Não foi gafe do presidente. Ele é assim. Estava convencido de que era uma homenagem às mulheres quando disse toda aquela coleção de frases feitas e velhas que confirmam o papel tradicional da mulher. Michel Temer, quando organizou seu ministério só com homens, ouviu críticas. Prometeu, então, procurar alguém “do mundo feminino”. Para ele, somos do outro mundo.
É preciso ter estado muito desatento nos últimos 50 anos para não ter visto a revolução passar. Mulheres mudaram tudo: valores, comportamentos, atitudes. Ainda lutam, ainda enfrentam bloqueios e desigualdades, mas estão virando a vida de ponta cabeça desde os anos 1960. Há precursoras antes disso. O livro seminal sobre o assunto é o “Segundo Sexo”, de Simone de Beauvoir, publicado há exatamente 68 anos, cuja leitura ensina sobre a alteridade da mulher: ela é vista como o diferente, o outro, uma pessoa do outro mundo.

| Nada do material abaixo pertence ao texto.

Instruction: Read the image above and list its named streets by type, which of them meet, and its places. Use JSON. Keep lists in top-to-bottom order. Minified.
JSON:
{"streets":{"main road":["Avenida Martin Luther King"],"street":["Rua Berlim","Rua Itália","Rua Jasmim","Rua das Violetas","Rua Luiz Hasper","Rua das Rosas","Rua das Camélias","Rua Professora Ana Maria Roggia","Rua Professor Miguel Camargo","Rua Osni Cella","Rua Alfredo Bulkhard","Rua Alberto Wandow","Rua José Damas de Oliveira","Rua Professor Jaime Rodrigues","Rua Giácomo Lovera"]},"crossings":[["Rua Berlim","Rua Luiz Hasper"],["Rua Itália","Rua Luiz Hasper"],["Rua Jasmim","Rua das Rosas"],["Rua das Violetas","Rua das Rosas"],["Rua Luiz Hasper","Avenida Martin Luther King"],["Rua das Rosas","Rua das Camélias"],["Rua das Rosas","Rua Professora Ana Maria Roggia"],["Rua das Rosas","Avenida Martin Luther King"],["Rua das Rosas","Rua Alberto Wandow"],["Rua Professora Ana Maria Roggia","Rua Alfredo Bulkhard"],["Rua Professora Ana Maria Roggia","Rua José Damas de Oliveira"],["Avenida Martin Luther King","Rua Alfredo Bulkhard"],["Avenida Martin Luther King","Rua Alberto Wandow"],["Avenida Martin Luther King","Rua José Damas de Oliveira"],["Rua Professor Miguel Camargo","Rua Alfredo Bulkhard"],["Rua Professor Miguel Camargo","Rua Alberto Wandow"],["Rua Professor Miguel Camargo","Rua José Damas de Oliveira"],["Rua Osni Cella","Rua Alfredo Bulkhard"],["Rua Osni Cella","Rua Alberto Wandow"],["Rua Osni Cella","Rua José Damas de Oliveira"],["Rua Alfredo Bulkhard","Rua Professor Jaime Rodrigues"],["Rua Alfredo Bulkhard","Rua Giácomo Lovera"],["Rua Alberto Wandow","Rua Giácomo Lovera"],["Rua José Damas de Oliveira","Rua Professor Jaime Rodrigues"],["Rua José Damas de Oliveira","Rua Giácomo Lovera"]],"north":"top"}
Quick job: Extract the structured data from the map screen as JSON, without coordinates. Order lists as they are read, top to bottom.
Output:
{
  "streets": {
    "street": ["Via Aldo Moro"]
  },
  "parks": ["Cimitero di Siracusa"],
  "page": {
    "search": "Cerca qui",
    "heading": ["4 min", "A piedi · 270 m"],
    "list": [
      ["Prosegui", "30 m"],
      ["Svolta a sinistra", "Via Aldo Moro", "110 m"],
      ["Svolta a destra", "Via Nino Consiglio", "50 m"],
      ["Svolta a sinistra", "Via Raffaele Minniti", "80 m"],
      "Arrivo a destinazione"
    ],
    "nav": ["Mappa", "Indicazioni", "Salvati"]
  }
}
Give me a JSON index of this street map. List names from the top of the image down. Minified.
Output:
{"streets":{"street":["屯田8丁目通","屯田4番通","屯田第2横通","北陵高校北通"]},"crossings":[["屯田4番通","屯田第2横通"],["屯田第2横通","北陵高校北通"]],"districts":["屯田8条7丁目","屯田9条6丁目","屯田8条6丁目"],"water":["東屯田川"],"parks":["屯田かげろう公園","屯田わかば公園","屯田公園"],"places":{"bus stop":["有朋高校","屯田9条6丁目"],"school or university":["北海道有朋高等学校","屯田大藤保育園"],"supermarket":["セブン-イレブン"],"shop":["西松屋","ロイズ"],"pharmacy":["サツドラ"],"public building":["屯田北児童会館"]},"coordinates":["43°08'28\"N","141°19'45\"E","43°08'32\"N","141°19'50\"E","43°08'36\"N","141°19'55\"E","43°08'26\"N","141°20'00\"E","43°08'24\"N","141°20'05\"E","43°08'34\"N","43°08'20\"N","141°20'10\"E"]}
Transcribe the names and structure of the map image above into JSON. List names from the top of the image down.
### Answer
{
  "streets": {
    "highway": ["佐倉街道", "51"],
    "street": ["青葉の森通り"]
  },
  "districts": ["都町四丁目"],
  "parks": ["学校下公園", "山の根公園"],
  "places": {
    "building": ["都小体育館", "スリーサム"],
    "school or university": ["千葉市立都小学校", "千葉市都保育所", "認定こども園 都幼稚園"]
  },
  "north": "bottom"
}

Ele sequer notou o que há de errado na frase “o quanto a mulher faz pela casa, o quanto faz pelo lar, o que faz pelos filhos”. Alguém ao seu lado, do grupo que tem se esforçado para dizer que ele foi mal interpretado, deveria informá-lo que isso reforça o detestável estereótipo da “rainha do lar”. As mulheres fazem muito hoje por muito mais: nas escolas, nos hospitais, nas redações de jornais, nas pesquisas científicas, nas companhias aéreas, nas construções, no mercado financeiro, na administração pública, na política, no Judiciário. Difícil é encontrar uma área onde as mulheres não estejam fazendo muito.
Colocando a educação dos filhos como tarefa da mulher, e não dos dois, em outra frase infeliz — “seguramente, isso quem faz não é o homem” — de novo, Temer reforçou o estereótipo. Ao contrário do que diz o presidente da República, isso é seguramente tarefa dos pais, dos dois, e não de uma pessoa só.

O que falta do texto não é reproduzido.